Cleon si abbandonò su una sedia e fissò Seldon aggrottando le sopracciglia. «Non sapete fare altro, voi matematici? Siete solo capaci di dire che è tutto impossibile?»
Disperato, Seldon disse sottovoce: «Sire, siete voi a insistere su cose impossibili».
«La metterò alla prova, professore. Se le chiedessi di usare la sua matematica per sapere se un giorno verrò assassinato, che cosa risponderebbe?»
«Il mio sistema non fornirebbe una risposta a una domanda così specifica, nemmeno se la psicostoria fosse applicata nel modo migliore. Neppure tutta la meccanica quantistica del mondo consente di predire il comportamento di un singolo elettrone, solo il comportamento medio di molti.»
«Conosce la sua matematica meglio di me. Basandosi su di essa, faccia una previsione da esperto. Sarò assassinato, dunque, un giorno?»
«Sire,» rispose Seldon a bassa voce «mi tendete un tranello. Ditemi che risposta desiderate e ve la darò, altrimenti consentitemi di rispondervi liberamente senza rischiare una punizione.»
«Parli pure liberamente.»
«Ho la vostra parola d’onore?»
«Vuole una dichiarazione scritta?» fece Cleon sarcastico.
«La vostra parola d’onore è sufficiente» disse Seldon smarrito, pensando che forse non lo sarebbe stata.
«Ha la mia parola d’onore.»
«Allora posso rispondervi che negli ultimi quattro secoli circa la metà degli imperatori è stata assassinata, quindi deduco che le vostre probabilità di essere assassinato siano grosso modo il cinquanta per cento.»

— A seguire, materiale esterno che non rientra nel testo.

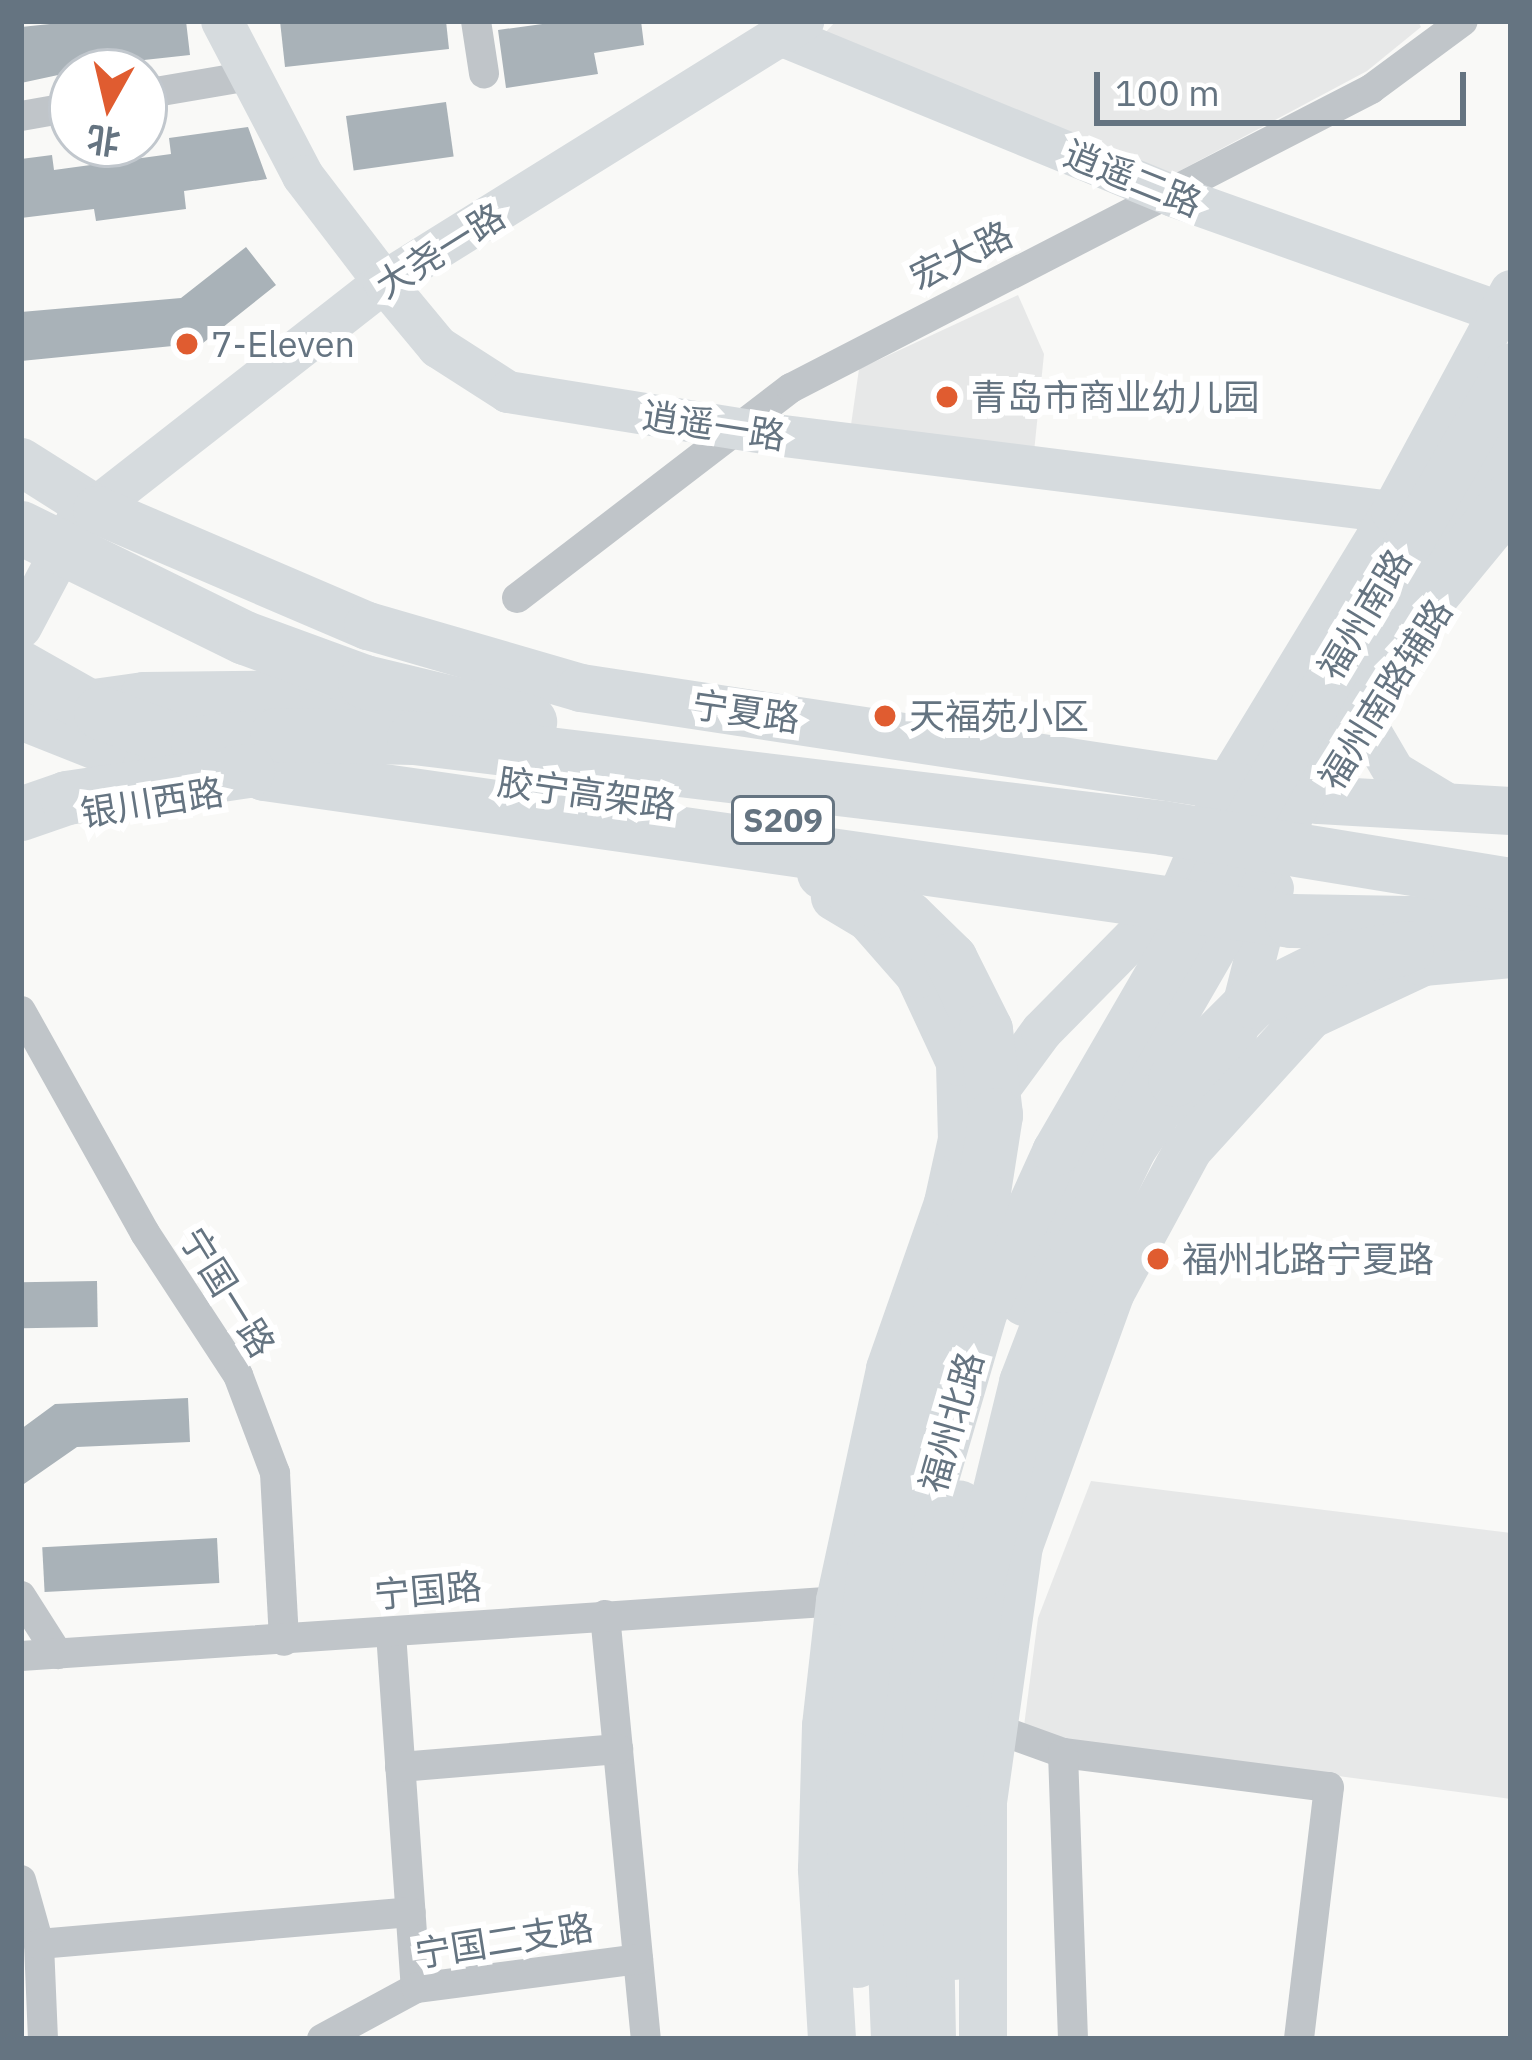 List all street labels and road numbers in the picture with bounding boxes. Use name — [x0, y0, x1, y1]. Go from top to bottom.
street label: 逍遥二路 — [1058, 131, 1208, 225]
street label: 大尧一路 — [367, 194, 513, 306]
street label: 宏大路 — [903, 212, 1019, 298]
street label: 逍遥一路 — [640, 392, 788, 458]
street label: 福州南路 — [1308, 541, 1420, 687]
street label: 福州南路辅路 — [1309, 591, 1461, 797]
street label: 宁夏路 — [690, 682, 802, 740]
street label: 胶宁高架路 — [495, 759, 679, 827]
street label: 银川西路 — [78, 769, 226, 835]
road number: S209 — [729, 793, 837, 847]
street label: 宁国一路 — [172, 1219, 284, 1365]
street label: 福州北路 — [910, 1347, 992, 1497]
street label: 宁国路 — [372, 1564, 484, 1616]
street label: 宁国二支路 — [412, 1905, 596, 1975] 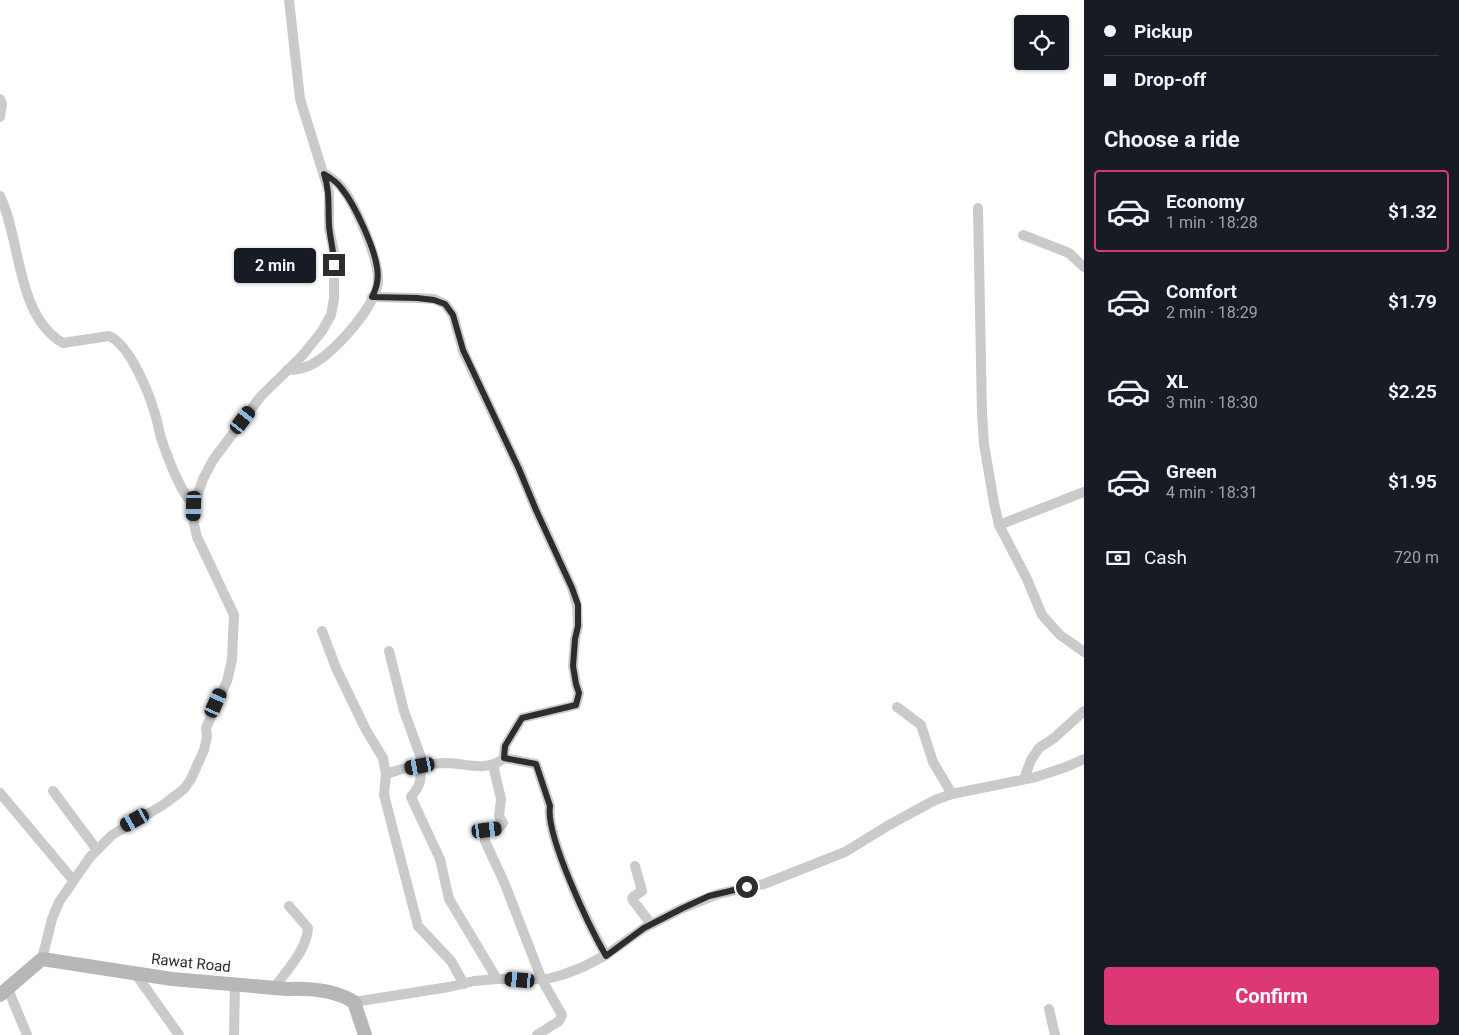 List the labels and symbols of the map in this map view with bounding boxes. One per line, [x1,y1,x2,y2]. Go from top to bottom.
callout: 2 min [234,248,316,282]
route end [323,254,345,276]
car [227,404,258,436]
car [185,491,202,521]
car [203,686,228,720]
car [403,756,436,776]
car [118,806,151,834]
car [471,821,502,839]
route start [736,876,758,898]
street label: Rawat Road [150,950,232,976]
car [504,971,535,989] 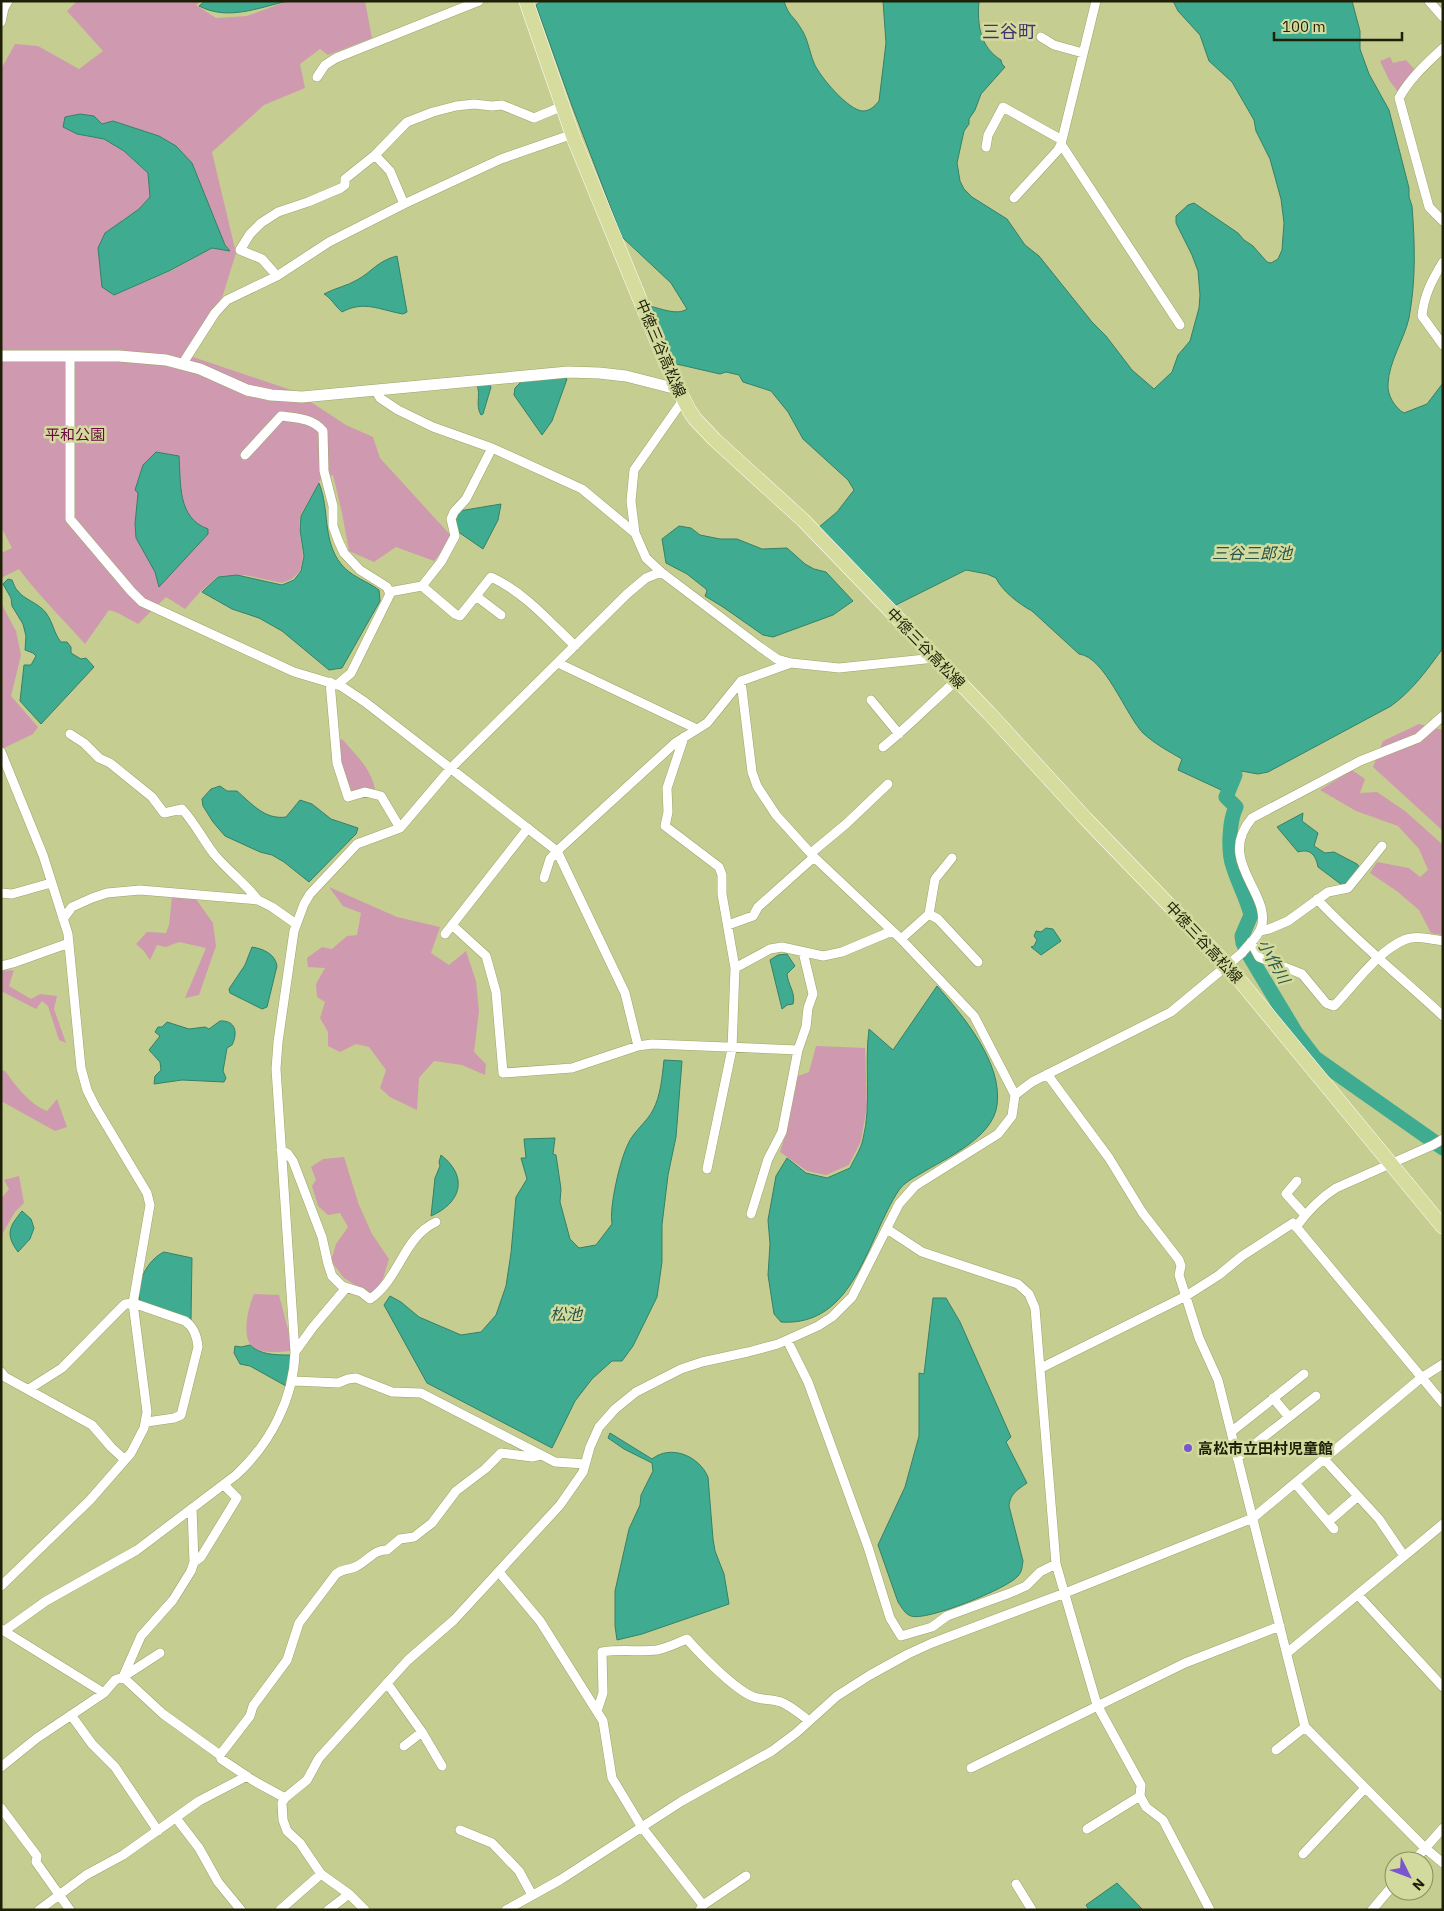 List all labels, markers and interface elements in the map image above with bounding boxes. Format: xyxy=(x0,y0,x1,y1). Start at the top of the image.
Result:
scale bar xyxy=(1274,10,1402,42)
text: 100 m xyxy=(1282,17,1326,36)
district label: 三谷町 xyxy=(982,20,1036,43)
street label: 中徳三谷高松線 xyxy=(632,296,690,400)
park label: 平和公園 xyxy=(45,425,105,444)
water label: 三谷三郎池 xyxy=(1212,543,1294,563)
street label: 中徳三谷高松線 xyxy=(883,604,969,692)
street label: 中徳三谷高松線 xyxy=(1161,897,1247,987)
water label: 小作川 xyxy=(1254,935,1295,989)
water label: 松池 xyxy=(550,1304,584,1324)
place label: 高松市立田村児童館 xyxy=(1198,1439,1333,1458)
marker: 高松市立田村児童館 xyxy=(1182,1442,1194,1454)
north arrow xyxy=(1384,1851,1434,1901)
text: N xyxy=(1409,1875,1429,1894) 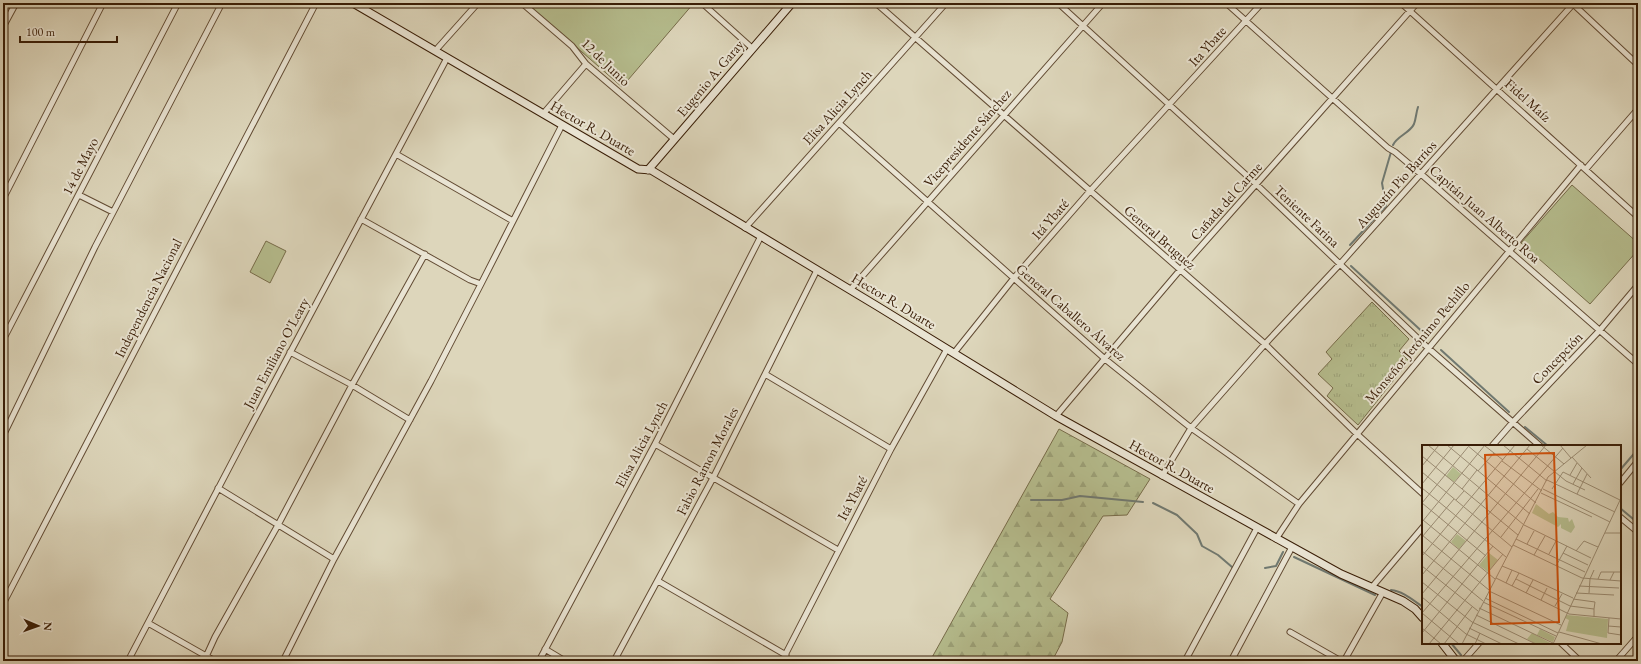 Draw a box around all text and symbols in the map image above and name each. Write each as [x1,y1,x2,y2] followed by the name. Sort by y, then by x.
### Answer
[20,18,117,44] scale bar
[1184,22,1230,70] street label: Ita Ybate
[26,24,56,40] text: 100 m
[578,34,634,90] street label: 12 de Junio
[673,35,748,120] street label: Eugenio A. Garay
[798,65,876,149] street label: Elisa Alicia Lynch
[1501,75,1555,126] street label: Fidel Maíz
[919,85,1015,191] street label: Vicepresidente Sánchez
[547,96,639,160] street label: Hector R. Duarte
[58,134,102,198] street label: 14 de Mayo
[1351,136,1440,232] street label: Augustín Pio Barrios
[1186,158,1266,244] street label: Cañada del Carme
[1426,161,1544,267] street label: Capitán Juan Alberto Roa
[1270,181,1344,251] street label: Teniente Farina
[1027,195,1073,243] street label: Itá Ybaté
[1120,201,1200,274] street label: General Bruguez
[110,235,186,361] street label: Independencia Nacional
[1012,259,1130,365] street label: General Caballero Álvarez
[849,269,940,334] street label: Hector R. Duarte
[1361,277,1473,407] street label: Monseñor Jerónimo Pechillo
[239,294,313,412] street label: Juan Emiliano O'Leary
[1528,328,1587,388] street label: Concepción
[611,398,671,490] street label: Elisa Alicia Lynch
[672,403,742,518] street label: Fabio Ramon Morales
[1126,435,1218,497] street label: Hector R. Duarte
[1422,445,1621,644] inset map
[833,472,871,523] street label: Itá Ybaté
[18,606,58,646] north arrow
[41,622,55,631] text: N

«Qualsiasi sciocco potrebbe dare una risposta del genere» proruppe Cleon sprezzante. «Non è necessario avere uno scienziato.»
«Vi ho detto parecchie volte che la mia matematica è inutile per i problemi pratici.»
«Non pensa che i miei sfortunati predecessori mi abbiano insegnato qualcosa?»
Seldon respirò a fondo e si buttò. «No, sire. La storia dimostra che dalle lezioni del passato non impariamo granché. Per esempio, mi avete ricevuto qui in udienza privata. E se avessi avuto intenzione di assassinarvi?» e si affrettò ad aggiungere: «Naturalmente non ho questa intenzione».
Cleon sorrise arcigno. «Professore, lei dimentica la nostra meticolosità e la nostra tecnologia avanzata. Abbiamo studiato i suoi precedenti, sappiamo tutto di lei. Quando è arrivato, è stato analizzato: espressione, impronta vocale. Abbiamo controllato dettagliatamente il suo stato emotivo: in pratica abbiamo letto i suoi pensieri. Se ci fosse stato anche il minimo dubbio riguardo alla sua innocuità, non le avrebbero permesso di incontrarmi. Anzi, adesso avrebbe già cessato di vivere.»
Seldon fu scosso da un’ondata di nausea, ma continuò: «Per gli estranei è sempre stato difficile colpire l’imperatore, anche quando la tecnologia non era così progredita. Quasi tutti gli assassinii si sono verificati in seguito a una congiura di palazzo. Il pericolo più grande per un imperatore è rappresentato dalle persone che gli sono vicine. Per scongiurare questo pericolo, il controllo meticoloso degli estranei non serve affatto. E per quanto riguarda i vostri funzionari, le guardie e gli amici intimi, non potete trattarli come trattate me».
«Lo so benissimo anch’io. E le dirò che quelli che mi circondano vengono trattati in modo giusto ed equo, quindi non hanno motivo di nutrire risentimento nei miei confronti.»
«Uno sciocco...» iniziò Seldon e si bloccò confuso.
«Vada avanti» lo esortò rabbioso Cleon. «Le ho dato il permesso di parlare liberamente. Perché sarei sciocco?»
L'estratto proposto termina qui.